Robert M. Keller: The Dancing Master, 1651-1728: An Illustrated Compendium (online database)—The Compendium is a searchable database of all known country dances published in the various editions of The Dancing Master, published by John Playford, Henry Playford and John Young, from 1651-1728 in London, with facsimiles of each “unique” dance with its music. This reference work is published by CDSS with the English Folk Dance and Song Society and the New Hampshire Library for Traditional Dance and Music at the University of New Hampshire.

The Colonial Music Institute (compiled by Robert Keller): Dance Figures Index: English Country Dances, 1650-1833 — A guide to the basic figures in major English printed longways country dances in eighteenth and early nineteenth-century sources. This database only includes sources for dances with instruction for country dances, or dances that could be identified as such. It does not include other dance forms, such as Cotillions or Allemand or similar dances.

The Colonial Music Institute (compiled by Robert Keller): Early American Songsters, 1734-1820: An Index —An index of all of the known songsters currently available. The index draws heavily from Irving Lowens’ Bibliography of Songster Printed in America Before 1821 (Worcester: American Antiquarian Society, 1976), for titles and other bibliographical information. Lowens defines a songster “as a collection of three or more secular poems intended to be sung.” Most of the songsters do not include music, although many contain references to the names of tunes to which the song could be sung. This publication comprises those songs published through 1800.

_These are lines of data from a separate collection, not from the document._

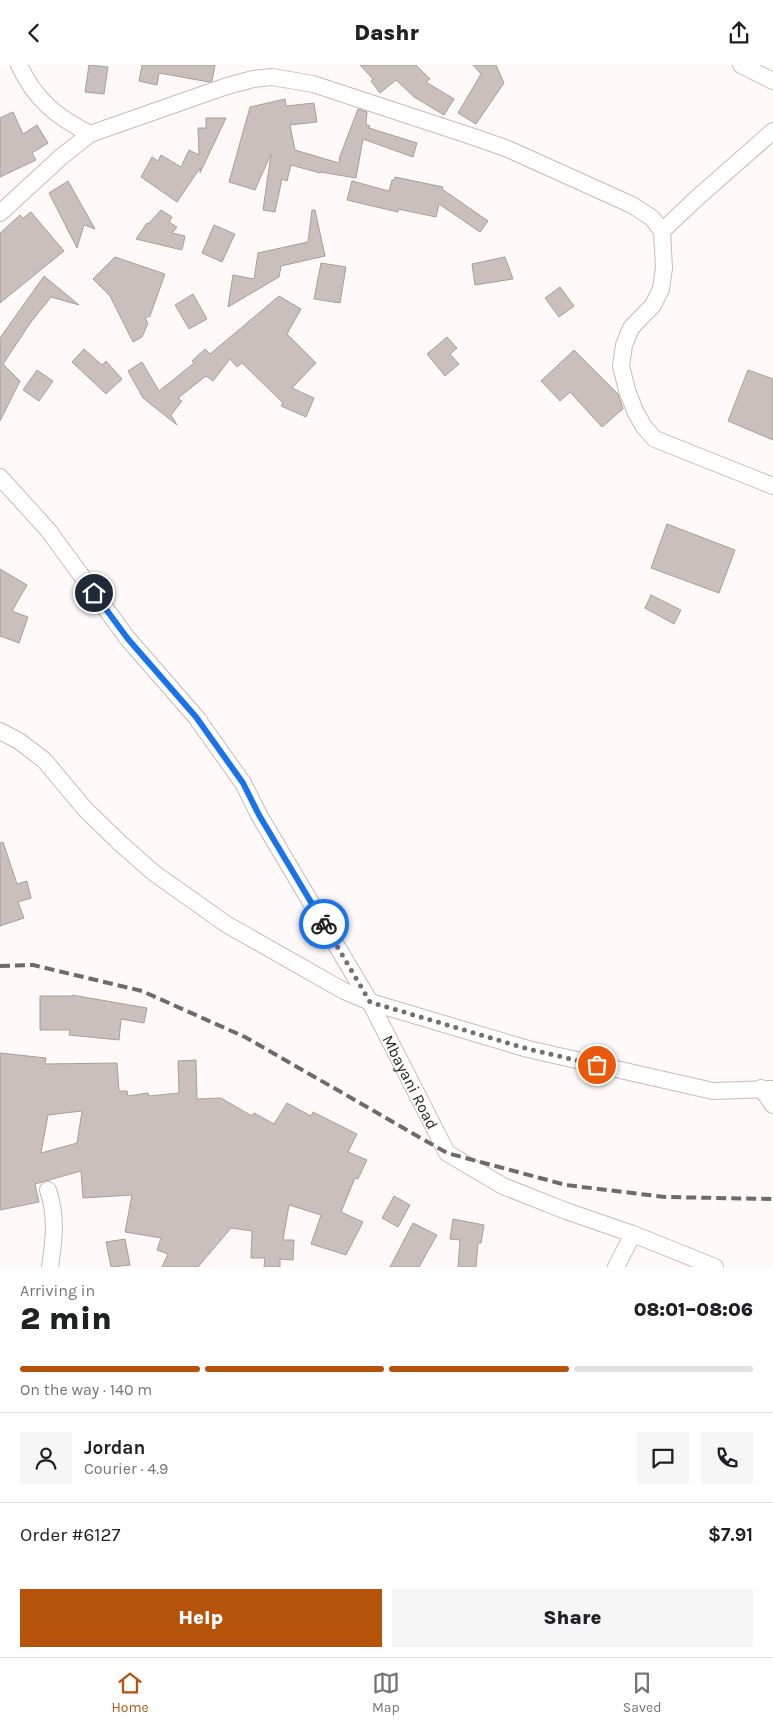 <!DOCTYPE html>
<html lang="en">
<head>
<meta charset="utf-8">
<style>
  body { margin:0; font-family:Karla,sans-serif; background:#f6f6f6; color:#202124; height:100vh; display:flex; flex-direction:column; font-size:19px; white-space:nowrap }
  * { box-sizing:border-box; margin:0 }
  p { font-size:16px; color:#757577 }
  .icon { flex:none; width:28px; height:28px; fill:none; stroke:currentColor; stroke-width:2; stroke-linecap:round; stroke-linejoin:round }
  .map { position:relative; height:1202px; overflow:hidden }
  .sheet { display:flex; flex-direction:column; background:#fff; flex:1 }
  .sheet>* { flex:none }
  .pin { position:absolute; display:grid; place-items:center; width:42px; height:42px; color:#fff; margin:-21px; border:2px solid #fff; border-radius:50%; box-shadow:0 1px 5px #0007 }
  .courier { position:absolute; display:grid; place-items:center; width:50px; height:50px; margin:-25px; border:4px solid #1a73e8; border-radius:50%; background:#fff; color:#222; box-shadow:0 1px 6px #0007 }
  .head em { font-style:normal; font-weight:800 }
  .head div { display:flex; flex-direction:column-reverse }
  .head { display:flex; align-items:center; justify-content:space-between; height:85px; padding:0 20px }
  h1 { font-size:32px; font-weight:800; line-height:38px }
  .bar { display:grid; grid-template-columns:repeat(4,1fr); gap:8px 5px; align-content:center; height:60px; padding:0 20px }
  .bar i { height:6px; border-radius:4px; background:#e0e0e0 }
  .bar .on { background:#b45309 }
  .bar p { grid-column:span 4 }
  .line { display:flex; align-items:center; gap:12px; padding:0 20px; border-top:1px solid #e0e0e0 }
  .line div { flex:1 }
  .round { display:grid; place-items:center; flex:none; width:52px; height:52px; border-radius:0px; background:#f6f6f6 }
  .primary-button { display:flex; gap:10px; margin-top:auto; padding:10px 20px }
  .primary-button a { flex:1; height:58px; border-radius:0px; background:#b45309; color:#fff; font-size:20px; font-weight:800; line-height:58px; text-align:center }
  .primary-button a+a { background:#f6f6f6; color:#202124 }
  header { display:flex; justify-content:space-between; align-items:center; height:65px; padding:0 20px; background:#fff; font-size:22px; font-weight:800 }
  .tab-bar { display:flex; justify-content:space-around; align-items:center; height:70px; border-top:1px solid #e0e0e0; background:#fff; font-size:14px; color:#757577 }
  .tab-bar a { display:grid; justify-items:center; gap:2px }
  .tab-bar .on { color:#b45309 }
  .map>svg:first-child { display:block }
</style>
</head>
<body>
<header><svg class="icon" aria-label="back" viewBox="0 0 24 24"><path d="M15 5l-7 7 7 7"/></svg>Dashr<svg class="icon" aria-label="share" viewBox="0 0 24 24"><path d="M12 15V3M7 8l5-5 5 5M5 13v7h14v-7"/></svg></header>
<div class="map">
<svg width="773" height="1202" viewBox="0 0 773 1202">
  <rect width="100%" height="100%" fill="#fffaf9"/>
  <g fill="#cbbfbc" stroke="#a99e9c" fill-rule="evenodd">
    <path d="M89 0 108 2 104 29 85 27Z"/>
    <path d="M142 0H215L212 16 209 17 159 8 157 20 139 16Z"/>
    <path d="M360 0H416L430 14 426 17 454 34 444 50 414 32 396 15 380 28 371 16 373 14Z"/>
    <path d="M473 0H496L504 18 476 59 458 48 481 9Z"/>
    <path d="M285 34 286 41 314 38 317 57 290 60 295 85 339 98 340 91 358 44 367 47 366 59 370 61 369 63 417 78 413 92 363 74 356 113 320 107V108L291 100 287 116 282 114 275 147 263 145 271 89 255 125 229 117 250 42Z"/>
    <path d="M13 47 23 69 37 60 48 78 32 88 36 95 0 112V53Z"/>
    <path d="M206 53H226L200 108V103L177 137 141 112 152 92 158 96 161 90 181 102 189 85 199 90 198 63H206Z"/>
    <path d="M395 112 443 122 442 124 488 156 480 167 439 139 436 152 398 144V147L347 135 352 116 389 126 392 115H394Z"/>
    <path d="M68 116 95 164 84 160 77 183 49 128Z"/>
    <path d="M161 145 172 152 169 157 177 162 172 168 185 171 182 185 136 174 147 158 148 159Z"/>
    <path d="M312 145H315L325 191 281 201 279 212 228 242 233 210 254 214 258 188 308 177Z"/>
    <path d="M31 147 64 186 0 238V168L20 150 23 153Z"/>
    <path d="M214 160 235 169 222 197 202 188Z"/>
    <path d="M115 192 165 209 150 251 145 253 148 258 142 272 133 277 110 231 93 214Z"/>
    <path d="M505 192 513 214 475 220 472 199Z"/>
    <path d="M321 198 346 202 340 238 314 234Z"/>
    <path d="M44 211 79 240 51 232 31 257 3 299 20 316 0 356V273Z"/>
    <path d="M560 222 574 241 559 252 545 233Z"/>
    <path d="M193 229 207 254 189 264 175 240Z"/>
    <path d="M279 231 301 244 287 269 316 298 292 323 314 333 306 352 281 341 283 338 242 298 237 302 230 294 213 316 206 311 178 333 182 336 171 350 177 360 143 333 128 306 142 297 159 326 194 298 192 296 205 284 210 289Z"/>
    <path d="M447 272 457 283 450 289 459 299 445 311 427 289Z"/>
    <path d="M84 284 102 300 106 296 122 314 106 329 72 297Z"/>
    <path d="M574 285 618 329 623 344 602 362 570 327 560 336 541 316Z"/>
    <path d="M37 305 53 316 39 336 23 325Z"/>
    <path d="M748 305 773 314V375L728 356Z"/>
    <path d="M667 459 735 485 719 528 651 503Z"/>
    <path d="M0 504 27 520 12 546 28 552 19 578 0 571Z"/>
    <path d="M651 530 681 545 674 559 645 543Z"/>
    <path d="M3 777 17 819 27 816 31 833 18 837 24 853 0 861V778Z"/>
    <path d="M72 930 147 943 144 958 121 954 119 975 69 970 70 965H40V931H72Z"/>
    <path d="M0 988 46 993 45 999 117 998 119 1026H127L128 1031 148 1028 149 1031 179 1028 178 996 196 995 197 1034 221 1033 252 1051 254 1048 274 1059 287 1038 311 1051 313 1047 357 1069 348 1087 367 1095 358 1114 355 1113 341 1147 363 1157 346 1190 311 1179 321 1150 289 1140 283 1175H294L293 1195 280 1194V1202H264L265 1193H251L252 1166 231 1163 198 1202H162L168 1189 157 1185 161 1173 125 1167 132 1130 83 1133 81 1106 35 1119 39 1137 0 1145ZM82 1046 77 1078 41 1088 48 1050Z"/>
    <path d="M394 1131 410 1140 398 1162 382 1153Z"/>
    <path d="M453 1154 484 1160 481 1178H478L476 1202H458L460 1175 450 1174Z"/>
    <path d="M413 1158 437 1170 419 1202H390Z"/>
    <path d="M125 1174 130 1200 111 1202 106 1177Z"/>
  </g>
  <g fill="none" stroke-linecap="round" stroke-linejoin="round">
    <defs>
      <g id="minor">
        <path d="M19 0C35 35 57 52 90 69"/>
        <path d="M741 0 773 16"/>
        <path d="M0 148 61 92 90 69 227 21 253 14 272 12 313 19 477 73 508 84 632 140 652 153 662 166 664 203 661 224 653 240 631 263 624 280 621 301 627 325 635 346 644 362 655 374 773 421"/>
        <path d="M662 166 697 133 773 66"/>
        <path id="s1" d="M0 412 48 465 128 574 196 652 243 718 259 750 370 937 447 1088 503 1121 566 1146 633 1169 715 1202"/>
        <path d="M0 666 19 676 44 695 85 744 121 779 154 808 226 859 344 926 370 937 528 984 713 1026 773 1024"/>
        <path d="M761 1023 773 1040"/>
        <path d="M48 1125C57 1151 54 1175 50 1202"/>
        <path d="M616 1202 633 1169"/>
      </g>
    </defs>
    <use href="#minor" stroke="#c7bbb9" stroke-width="18"/>
    <use href="#minor" stroke="#fff" stroke-width="16"/>
    <path stroke="#6f6a69" stroke-width="4" stroke-dasharray="10 5" stroke-linecap="butt" d="M0 901 33 900 142 926 245 972 447 1088 566 1120 665 1132 773 1134"/>
  </g>
  <g fill="none" stroke-linecap="round" stroke-linejoin="round">
    <path stroke="#75706f" stroke-width="5" stroke-dasharray="0 9" d="M324 859 370 937 528 984 597 1000"/>
    <path stroke="#1a73e8" stroke-width="6" d="M94 528 128 574 196 652 243 718 259 750 324 859"/>
  </g>
  <g text-anchor="middle" stroke-width="4.5" stroke-linejoin="round" paint-order="stroke">
    <g font-size="16" fill="#2a2524" stroke="#fffaf9">
      <text dy="6" stroke="none"><textPath href="#s1" startOffset="734">Mbayani Road</textPath></text>
    </g>
  </g>
</svg>
<div class="pin" style="left:597px;top:1000px;background:#ea580c"><svg class="icon" aria-label="bag" viewBox="0 0 24 24"><path d="M5 8h14l-1 12H6zM9 8a3 3 0 0 1 6 0"/></svg></div>
<div class="pin" style="left:94px;top:528px;background:#1f2937"><svg class="icon" aria-label="home" viewBox="0 0 24 24"><path d="M3 11l9-7 9 7M6 9v11h12V9"/></svg></div>
<div class="courier" style="left:324px;top:859px"><svg class="icon" aria-label="bike" viewBox="0 0 24 24"><circle cx="6" cy="16" r="4"/><circle cx="18" cy="16" r="4"/><path d="M6 16l4-8h5l3 8M10 8l3 8H6M13 5h3"/></svg></div>
</div>
<section class="sheet">
<div class="head"><div><h1>2 min</h1><p>Arriving in</p></div><em>08:01–08:06</em></div>
<div class="bar"><i class="on"></i><i class="on"></i><i class="on"></i><i></i><p>On the way · 140 m</p></div>
<div class="line" style="height:90px"><a class="round"><svg class="icon" aria-label="person" viewBox="0 0 24 24"><circle cx="12" cy="8" r="4"/><path d="M4 21q1-7 8-7t8 7"/></svg></a><div><b>Jordan</b><p>Courier · 4.9</p></div><a class="round"><svg class="icon" aria-label="chat" viewBox="0 0 24 24"><path d="M4 5h16v11H9l-5 4z"/></svg></a><a class="round"><svg class="icon" aria-label="phone" viewBox="0 0 24 24"><path d="M5 4h4l2 5-3 2q2 4 5 5l2-3 5 2v4C11 20 4 13 5 4z"/></svg></a></div>
<div class="line" style="height:65px"><div>Order #6127</div><b>$7.91</b></div>
<div class="primary-button"><a>Help</a><a>Share</a></div>
</section>
<nav class="tab-bar">
<a class="on"><svg class="icon" aria-label="home" viewBox="0 0 24 24"><path d="M3 11l9-7 9 7M6 9v11h12V9"/></svg>Home</a>
<a><svg class="icon" aria-label="map" viewBox="0 0 24 24"><path d="M3 6l6-2 6 2 6-2v14l-6 2-6-2-6 2zM9 4v14M15 6v14"/></svg>Map</a>
<a><svg class="icon" aria-label="saved" viewBox="0 0 24 24"><path d="M7 4h10v16l-5-4-5 4z"/></svg>Saved</a>
</nav>
</body>
</html>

The Colonial Music Institute (compiled by Robert M. Keller, Raoul F. Camus, Kate Van Winkle Keller, and Susan Cifaldi): Early American Secular Music and Its 
European Sources, 1589–1839: An Index — This is a series of indexes derived from a data base of musical information compiled from primary sources covering the 250 years of the initial exploration and settlement of the United States. It consists of over 75,000 entries that are sorted by text (titles, first lines, recitatives, chorus and burden), by music incipits (represented in scale degrees, stressed notes and interval sequences), with additional indexes of names and theater works.

The Colonial Music Institute (compiled by Mary Jane Corry, Kate Van Winkle Keller, and Robert M. Keller): The Performing Arts in Colonial American Newspapers, 1690-1783 — This publication fills a major gap in access to eighteenth-century American sources for research in the performing arts and related humanities fields. It includes all references to music, poetry (lyrics), dance, and theater found by our readers in American newspapers, from the earliest extant copy (1690) through the end of the Revolutionary War (1783).